Even as a child, with the only barest urges toward being a writer, I knew I had to accept that nothing is unthinkable or unknowable. True, some thoughts may not be spoken aloud in polite company, and a whole spectrum of potential actions must never be attempted or performed. But nothing is too raw, too vulgar, too scandalous or blasphemous to be contemplated or, eventually, to be committed to paper. These thoughts are the seeds of great villains and the suffering of great protagonists. To censor one’s own imagination as a writer is to exile oneself from the landscape where great stories can take place.

Most family members and friends mutely understand this, and it makes them shy—if not actually nervous. How can someone who could think that be right in the head, or even be a good person?
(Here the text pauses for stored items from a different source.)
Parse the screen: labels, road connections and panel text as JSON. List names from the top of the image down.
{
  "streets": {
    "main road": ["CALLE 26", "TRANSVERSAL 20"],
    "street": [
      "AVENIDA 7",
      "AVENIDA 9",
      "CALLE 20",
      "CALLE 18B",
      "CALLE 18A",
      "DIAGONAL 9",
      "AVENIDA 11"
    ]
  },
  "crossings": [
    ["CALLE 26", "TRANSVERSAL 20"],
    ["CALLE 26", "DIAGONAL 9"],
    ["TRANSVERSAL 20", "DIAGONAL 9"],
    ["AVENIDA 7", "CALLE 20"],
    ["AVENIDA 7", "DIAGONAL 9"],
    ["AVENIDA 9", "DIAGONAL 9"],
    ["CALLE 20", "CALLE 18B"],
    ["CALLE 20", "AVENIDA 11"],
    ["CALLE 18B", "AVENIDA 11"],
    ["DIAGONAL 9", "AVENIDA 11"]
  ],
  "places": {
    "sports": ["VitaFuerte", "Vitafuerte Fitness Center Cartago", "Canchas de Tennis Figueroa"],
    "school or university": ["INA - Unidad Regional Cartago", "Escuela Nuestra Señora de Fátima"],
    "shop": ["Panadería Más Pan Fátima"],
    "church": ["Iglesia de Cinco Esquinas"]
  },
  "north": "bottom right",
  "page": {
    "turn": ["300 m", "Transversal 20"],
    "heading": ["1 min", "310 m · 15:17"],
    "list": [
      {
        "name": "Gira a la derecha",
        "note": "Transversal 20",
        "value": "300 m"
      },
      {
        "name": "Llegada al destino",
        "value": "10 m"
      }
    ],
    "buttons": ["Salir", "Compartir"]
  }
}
Henry James made this point with a story called “The Author of Beltraffio,” where the wife of a famous novelist has grown estranged and fearful because she believes his stories are heathenish and corrupt. Even if the writer at the point of creation is simply wearing a mask from one of his characters, giving the mental and emotional reins over to one of the players in that theatrical troupe, isn’t there just a bit of the crazy, of psychosis or sociopathy, of danger, in a mind which could create such a thing?

It’s for this reason that a writer can seldom count close family members among his or her greatest fans. The family has to live with the actual mind, with the smiling, apparently happy and contented man sitting across the dinner table, and wonder about all the masks he’s worn and the kind of person who would even want to wear them in the first place.
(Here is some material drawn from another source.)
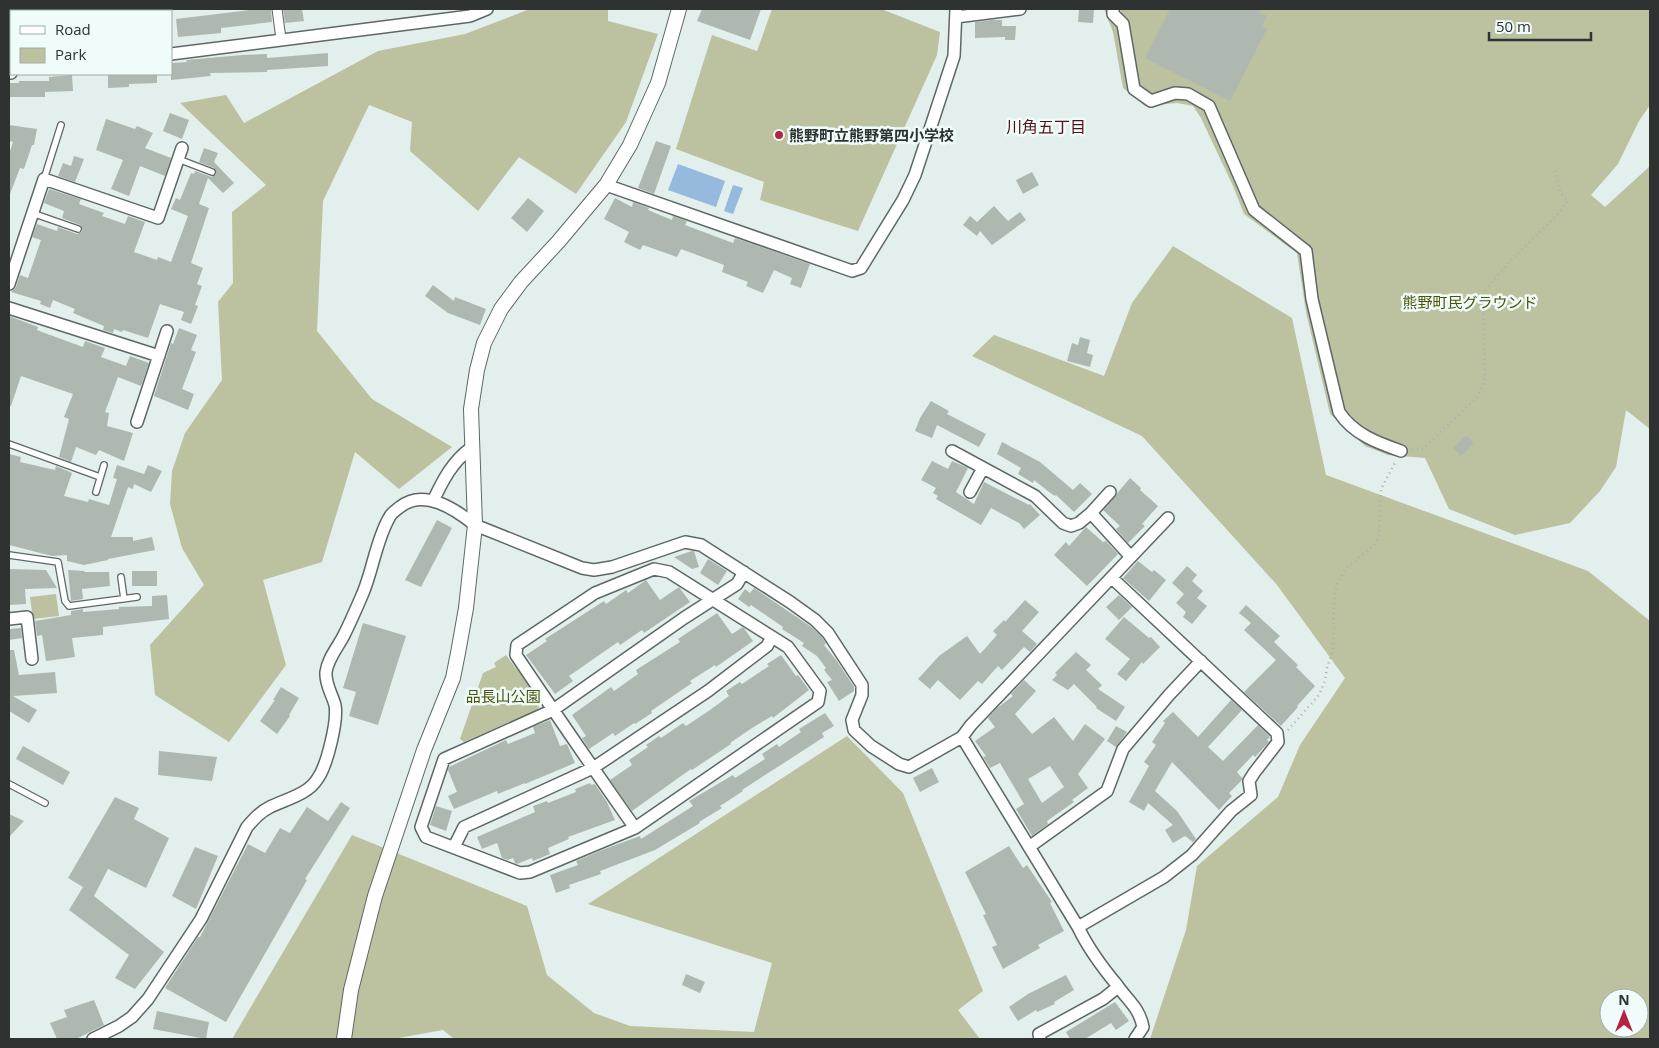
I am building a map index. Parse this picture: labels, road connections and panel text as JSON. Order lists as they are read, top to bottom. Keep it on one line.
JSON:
{"districts":["川角五丁目"],"parks":["熊野町民グラウンド","品長山公園"],"places":["熊野町立熊野第四小学校"],"legend":["Road","Park"],"scale_bar":"50 m","north":"top"}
The act of writing sets one apart from society and polite conversation. It may be the same way with artists and sculptors whose works must touch something deep in the human mind and heart. Writers must necessarily touch that deep place, in a way that a painter of landscapes and sunsets can usually avoid. Stories by their nature must bear the burdens of conflict, tension, and moral judgment if they are to mean anything. Characters must reveal their inner natures through viewpoint, word choice, and action—and they are not always smiling and contented people. The best stories are always a bit disturbing, which means that the best writers must skate close to the edge of malice, crime, and madness.

Does this alienate the writer from family, friends, and society? Oh, a bit. From time to time. And only if we let it bother us. For the rest, we’re just doing our job, which is telling the stories that other people cannot tell for themselves.

1. See Where Do Stories Originate? from August 3, 2014.